- **What is being asked**:
Each line below that holds the word "Гарант" counts once; state the total number of such lines and nothing else.

════════════════════

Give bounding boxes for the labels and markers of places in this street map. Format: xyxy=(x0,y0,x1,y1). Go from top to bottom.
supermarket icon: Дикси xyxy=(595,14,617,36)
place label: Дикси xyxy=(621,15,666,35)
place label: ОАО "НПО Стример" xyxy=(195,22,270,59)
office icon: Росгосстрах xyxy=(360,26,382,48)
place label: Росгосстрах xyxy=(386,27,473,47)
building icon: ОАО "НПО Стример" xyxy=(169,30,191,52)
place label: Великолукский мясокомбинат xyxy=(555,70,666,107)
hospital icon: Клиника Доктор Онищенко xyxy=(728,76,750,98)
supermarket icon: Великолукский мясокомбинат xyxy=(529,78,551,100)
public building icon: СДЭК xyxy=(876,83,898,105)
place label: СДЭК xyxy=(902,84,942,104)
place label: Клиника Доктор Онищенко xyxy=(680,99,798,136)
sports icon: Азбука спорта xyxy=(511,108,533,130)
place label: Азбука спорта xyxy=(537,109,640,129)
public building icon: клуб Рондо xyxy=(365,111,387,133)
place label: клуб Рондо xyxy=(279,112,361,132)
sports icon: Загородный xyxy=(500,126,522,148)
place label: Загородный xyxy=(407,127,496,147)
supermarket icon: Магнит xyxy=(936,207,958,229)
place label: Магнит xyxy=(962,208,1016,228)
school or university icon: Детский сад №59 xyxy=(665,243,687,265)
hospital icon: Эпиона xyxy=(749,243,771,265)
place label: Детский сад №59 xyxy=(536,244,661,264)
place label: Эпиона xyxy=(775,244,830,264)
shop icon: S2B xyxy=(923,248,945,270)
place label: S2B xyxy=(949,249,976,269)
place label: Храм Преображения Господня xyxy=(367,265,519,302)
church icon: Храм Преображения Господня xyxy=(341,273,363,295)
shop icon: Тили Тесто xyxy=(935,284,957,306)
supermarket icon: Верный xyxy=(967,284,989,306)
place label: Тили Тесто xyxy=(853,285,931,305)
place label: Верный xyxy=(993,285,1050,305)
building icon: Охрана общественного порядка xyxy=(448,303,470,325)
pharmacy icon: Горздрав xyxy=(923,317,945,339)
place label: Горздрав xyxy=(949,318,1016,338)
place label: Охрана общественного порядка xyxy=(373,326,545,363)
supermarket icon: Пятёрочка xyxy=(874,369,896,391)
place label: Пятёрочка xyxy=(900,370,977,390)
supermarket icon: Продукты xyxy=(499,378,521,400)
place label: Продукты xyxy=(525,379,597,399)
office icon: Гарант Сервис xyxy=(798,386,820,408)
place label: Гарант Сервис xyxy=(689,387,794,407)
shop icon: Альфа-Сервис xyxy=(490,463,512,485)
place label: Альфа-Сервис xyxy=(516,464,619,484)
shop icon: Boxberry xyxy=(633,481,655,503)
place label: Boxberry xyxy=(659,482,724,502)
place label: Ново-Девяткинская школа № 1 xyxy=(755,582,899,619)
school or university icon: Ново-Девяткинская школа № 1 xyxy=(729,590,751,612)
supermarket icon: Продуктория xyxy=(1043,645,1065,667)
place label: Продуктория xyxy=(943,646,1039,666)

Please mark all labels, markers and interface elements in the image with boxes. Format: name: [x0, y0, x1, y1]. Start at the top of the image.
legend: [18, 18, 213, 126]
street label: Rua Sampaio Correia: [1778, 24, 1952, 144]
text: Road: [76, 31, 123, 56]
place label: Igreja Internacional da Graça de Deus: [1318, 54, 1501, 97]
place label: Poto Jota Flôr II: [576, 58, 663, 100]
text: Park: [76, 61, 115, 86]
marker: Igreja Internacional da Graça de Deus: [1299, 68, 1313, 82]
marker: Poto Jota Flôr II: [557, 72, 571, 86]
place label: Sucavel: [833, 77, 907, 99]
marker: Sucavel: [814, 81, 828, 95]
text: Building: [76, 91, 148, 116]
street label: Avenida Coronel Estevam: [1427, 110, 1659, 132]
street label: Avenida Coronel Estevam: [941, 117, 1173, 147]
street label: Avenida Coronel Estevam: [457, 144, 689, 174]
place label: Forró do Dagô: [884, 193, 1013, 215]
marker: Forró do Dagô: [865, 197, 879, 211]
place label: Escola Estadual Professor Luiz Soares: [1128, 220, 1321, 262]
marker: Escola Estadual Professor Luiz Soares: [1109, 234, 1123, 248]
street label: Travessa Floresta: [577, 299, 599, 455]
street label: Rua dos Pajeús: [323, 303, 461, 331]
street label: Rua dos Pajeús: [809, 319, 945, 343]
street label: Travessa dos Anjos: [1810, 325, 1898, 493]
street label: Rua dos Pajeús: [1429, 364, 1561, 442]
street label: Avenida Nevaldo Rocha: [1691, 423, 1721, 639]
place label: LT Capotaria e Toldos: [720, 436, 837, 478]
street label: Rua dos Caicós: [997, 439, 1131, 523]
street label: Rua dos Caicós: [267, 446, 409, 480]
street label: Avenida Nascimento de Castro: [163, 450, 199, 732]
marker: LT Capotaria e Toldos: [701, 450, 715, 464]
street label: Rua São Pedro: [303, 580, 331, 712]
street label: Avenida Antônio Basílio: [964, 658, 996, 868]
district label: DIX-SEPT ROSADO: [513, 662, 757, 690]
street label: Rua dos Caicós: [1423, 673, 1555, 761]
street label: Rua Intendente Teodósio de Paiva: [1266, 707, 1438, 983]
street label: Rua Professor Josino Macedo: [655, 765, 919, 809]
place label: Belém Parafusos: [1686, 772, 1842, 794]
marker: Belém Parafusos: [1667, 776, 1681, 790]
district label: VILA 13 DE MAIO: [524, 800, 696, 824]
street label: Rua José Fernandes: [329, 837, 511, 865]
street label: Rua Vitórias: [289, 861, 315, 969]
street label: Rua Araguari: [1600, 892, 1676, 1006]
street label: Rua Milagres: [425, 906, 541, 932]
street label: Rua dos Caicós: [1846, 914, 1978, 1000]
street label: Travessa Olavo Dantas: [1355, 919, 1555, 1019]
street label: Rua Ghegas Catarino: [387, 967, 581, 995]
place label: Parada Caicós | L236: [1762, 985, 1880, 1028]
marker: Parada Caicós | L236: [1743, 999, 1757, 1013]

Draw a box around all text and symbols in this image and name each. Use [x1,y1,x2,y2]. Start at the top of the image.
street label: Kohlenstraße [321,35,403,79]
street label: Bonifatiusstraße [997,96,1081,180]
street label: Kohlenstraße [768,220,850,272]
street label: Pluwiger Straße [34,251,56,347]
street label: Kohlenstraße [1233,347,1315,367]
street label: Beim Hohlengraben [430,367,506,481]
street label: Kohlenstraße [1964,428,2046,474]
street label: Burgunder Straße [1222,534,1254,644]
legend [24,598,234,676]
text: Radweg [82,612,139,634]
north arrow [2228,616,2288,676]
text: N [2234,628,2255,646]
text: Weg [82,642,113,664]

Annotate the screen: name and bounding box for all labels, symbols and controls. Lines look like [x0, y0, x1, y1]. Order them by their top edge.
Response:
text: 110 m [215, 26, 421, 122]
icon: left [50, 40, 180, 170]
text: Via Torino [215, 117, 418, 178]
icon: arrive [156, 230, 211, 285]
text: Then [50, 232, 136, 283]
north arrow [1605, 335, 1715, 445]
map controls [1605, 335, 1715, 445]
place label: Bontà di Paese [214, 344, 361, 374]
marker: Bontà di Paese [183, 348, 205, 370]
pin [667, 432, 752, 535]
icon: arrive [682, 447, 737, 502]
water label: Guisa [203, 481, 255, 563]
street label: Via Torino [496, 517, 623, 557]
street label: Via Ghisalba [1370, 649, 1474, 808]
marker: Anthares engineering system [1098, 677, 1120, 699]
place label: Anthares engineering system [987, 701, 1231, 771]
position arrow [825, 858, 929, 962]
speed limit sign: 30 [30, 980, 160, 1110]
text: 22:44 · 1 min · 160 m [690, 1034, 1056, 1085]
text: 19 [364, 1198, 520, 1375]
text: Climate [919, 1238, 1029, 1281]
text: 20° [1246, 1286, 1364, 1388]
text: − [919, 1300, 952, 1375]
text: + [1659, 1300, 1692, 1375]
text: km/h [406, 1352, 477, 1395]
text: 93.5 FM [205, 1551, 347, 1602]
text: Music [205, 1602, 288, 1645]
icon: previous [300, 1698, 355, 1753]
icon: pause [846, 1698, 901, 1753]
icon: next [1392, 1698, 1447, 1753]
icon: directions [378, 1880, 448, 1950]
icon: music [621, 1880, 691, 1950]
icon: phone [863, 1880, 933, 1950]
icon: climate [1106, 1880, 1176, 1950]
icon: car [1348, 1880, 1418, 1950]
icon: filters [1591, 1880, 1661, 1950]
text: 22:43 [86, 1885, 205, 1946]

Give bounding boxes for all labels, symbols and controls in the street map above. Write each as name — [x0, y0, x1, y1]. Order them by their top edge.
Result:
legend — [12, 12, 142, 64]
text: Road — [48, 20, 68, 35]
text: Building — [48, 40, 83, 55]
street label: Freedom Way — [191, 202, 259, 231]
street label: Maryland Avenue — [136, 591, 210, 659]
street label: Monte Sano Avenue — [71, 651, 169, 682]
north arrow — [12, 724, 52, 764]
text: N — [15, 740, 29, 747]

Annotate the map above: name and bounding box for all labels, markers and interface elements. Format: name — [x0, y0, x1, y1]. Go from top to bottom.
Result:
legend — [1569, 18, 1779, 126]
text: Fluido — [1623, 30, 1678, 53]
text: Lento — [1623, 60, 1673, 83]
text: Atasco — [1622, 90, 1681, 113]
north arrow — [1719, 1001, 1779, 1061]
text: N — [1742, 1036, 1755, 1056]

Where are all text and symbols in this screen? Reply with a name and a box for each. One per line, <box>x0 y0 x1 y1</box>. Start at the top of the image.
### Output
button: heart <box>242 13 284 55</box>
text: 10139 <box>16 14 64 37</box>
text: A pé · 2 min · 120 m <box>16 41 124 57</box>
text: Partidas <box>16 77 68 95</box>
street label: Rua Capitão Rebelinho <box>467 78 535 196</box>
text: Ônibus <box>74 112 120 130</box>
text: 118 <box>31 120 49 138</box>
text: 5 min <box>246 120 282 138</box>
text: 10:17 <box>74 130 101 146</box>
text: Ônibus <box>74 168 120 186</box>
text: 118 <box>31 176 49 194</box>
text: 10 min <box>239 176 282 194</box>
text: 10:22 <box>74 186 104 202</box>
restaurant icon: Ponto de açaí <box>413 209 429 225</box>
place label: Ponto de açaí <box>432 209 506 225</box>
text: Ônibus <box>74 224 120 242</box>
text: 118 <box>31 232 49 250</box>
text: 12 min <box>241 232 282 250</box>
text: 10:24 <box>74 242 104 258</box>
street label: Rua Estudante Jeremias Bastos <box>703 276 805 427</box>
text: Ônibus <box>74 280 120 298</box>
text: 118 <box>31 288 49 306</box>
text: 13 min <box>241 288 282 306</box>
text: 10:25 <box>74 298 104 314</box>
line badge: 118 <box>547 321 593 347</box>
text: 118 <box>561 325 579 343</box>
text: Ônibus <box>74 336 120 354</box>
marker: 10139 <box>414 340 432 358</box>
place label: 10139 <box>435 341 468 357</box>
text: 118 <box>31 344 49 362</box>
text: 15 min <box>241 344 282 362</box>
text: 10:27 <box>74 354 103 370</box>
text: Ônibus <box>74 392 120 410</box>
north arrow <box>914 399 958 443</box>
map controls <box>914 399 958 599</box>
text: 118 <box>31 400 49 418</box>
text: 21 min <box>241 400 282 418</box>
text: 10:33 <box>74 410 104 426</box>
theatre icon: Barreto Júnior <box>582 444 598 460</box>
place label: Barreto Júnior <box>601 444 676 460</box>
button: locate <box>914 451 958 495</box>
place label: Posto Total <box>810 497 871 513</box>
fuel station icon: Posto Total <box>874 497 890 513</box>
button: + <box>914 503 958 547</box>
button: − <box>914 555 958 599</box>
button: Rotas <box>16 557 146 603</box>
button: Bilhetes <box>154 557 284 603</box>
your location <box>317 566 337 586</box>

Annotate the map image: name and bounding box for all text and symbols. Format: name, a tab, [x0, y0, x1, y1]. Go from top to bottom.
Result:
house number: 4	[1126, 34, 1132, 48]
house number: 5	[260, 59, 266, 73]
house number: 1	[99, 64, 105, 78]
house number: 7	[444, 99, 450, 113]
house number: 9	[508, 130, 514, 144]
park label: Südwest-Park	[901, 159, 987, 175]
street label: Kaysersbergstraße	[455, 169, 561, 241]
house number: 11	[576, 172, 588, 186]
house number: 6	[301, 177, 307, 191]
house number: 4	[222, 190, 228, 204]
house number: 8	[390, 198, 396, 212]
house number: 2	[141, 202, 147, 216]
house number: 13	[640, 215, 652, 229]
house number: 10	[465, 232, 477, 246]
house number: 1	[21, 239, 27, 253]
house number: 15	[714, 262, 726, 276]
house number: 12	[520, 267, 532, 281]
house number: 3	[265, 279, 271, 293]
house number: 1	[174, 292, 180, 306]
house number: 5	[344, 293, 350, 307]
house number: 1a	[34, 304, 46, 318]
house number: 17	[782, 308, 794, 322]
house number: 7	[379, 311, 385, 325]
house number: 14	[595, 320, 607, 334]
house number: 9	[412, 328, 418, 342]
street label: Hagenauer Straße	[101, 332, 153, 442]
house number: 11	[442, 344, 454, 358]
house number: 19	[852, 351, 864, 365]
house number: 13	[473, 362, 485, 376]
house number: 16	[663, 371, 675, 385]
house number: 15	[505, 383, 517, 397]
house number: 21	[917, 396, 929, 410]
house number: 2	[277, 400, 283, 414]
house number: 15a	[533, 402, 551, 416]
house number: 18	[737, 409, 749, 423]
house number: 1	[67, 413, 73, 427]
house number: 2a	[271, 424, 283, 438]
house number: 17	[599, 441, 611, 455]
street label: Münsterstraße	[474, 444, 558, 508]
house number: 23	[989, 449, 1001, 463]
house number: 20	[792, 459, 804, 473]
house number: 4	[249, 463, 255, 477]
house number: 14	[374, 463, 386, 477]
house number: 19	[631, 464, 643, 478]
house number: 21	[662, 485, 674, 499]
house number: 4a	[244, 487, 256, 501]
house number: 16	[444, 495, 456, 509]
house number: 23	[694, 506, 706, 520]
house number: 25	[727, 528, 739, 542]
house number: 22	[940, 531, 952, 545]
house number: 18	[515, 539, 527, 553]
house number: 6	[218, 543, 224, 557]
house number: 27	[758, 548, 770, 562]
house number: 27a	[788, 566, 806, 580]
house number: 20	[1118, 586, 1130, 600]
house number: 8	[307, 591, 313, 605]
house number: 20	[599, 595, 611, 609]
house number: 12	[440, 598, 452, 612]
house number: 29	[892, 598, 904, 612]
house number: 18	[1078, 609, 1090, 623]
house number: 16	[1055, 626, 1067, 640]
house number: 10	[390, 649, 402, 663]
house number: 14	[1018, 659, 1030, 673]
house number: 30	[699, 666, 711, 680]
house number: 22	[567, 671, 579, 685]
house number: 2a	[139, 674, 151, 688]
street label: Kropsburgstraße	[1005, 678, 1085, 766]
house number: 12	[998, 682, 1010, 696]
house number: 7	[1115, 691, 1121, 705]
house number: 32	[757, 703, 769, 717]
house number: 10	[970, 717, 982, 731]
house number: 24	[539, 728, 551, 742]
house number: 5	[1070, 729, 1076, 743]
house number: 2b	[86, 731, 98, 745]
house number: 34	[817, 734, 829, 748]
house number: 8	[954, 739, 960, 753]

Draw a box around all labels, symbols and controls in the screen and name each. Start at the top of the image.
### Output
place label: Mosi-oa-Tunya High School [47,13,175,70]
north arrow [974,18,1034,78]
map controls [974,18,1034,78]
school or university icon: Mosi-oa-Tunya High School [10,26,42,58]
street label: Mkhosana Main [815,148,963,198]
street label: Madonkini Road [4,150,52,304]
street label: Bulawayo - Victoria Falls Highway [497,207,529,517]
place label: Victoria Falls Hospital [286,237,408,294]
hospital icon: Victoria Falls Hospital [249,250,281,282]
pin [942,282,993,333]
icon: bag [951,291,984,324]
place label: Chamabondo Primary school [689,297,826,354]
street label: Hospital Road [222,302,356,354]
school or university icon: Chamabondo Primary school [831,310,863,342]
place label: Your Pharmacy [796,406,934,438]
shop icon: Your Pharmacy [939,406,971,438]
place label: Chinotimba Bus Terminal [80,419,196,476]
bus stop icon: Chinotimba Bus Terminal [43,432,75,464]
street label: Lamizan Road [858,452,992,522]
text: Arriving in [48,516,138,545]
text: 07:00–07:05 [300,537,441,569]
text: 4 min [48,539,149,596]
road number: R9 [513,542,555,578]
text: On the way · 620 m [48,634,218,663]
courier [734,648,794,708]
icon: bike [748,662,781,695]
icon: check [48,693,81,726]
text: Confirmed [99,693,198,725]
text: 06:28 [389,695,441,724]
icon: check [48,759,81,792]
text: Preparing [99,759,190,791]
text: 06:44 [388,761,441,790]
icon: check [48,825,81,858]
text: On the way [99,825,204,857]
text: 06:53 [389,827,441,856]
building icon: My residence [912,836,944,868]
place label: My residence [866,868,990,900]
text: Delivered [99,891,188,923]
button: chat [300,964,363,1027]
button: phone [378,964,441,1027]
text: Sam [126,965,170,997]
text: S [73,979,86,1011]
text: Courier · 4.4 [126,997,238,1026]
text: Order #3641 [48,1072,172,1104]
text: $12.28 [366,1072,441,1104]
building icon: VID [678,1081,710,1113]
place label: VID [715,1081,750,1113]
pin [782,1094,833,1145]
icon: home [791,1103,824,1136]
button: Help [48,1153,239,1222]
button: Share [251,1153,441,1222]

════════════════════

- **Answer space**:
2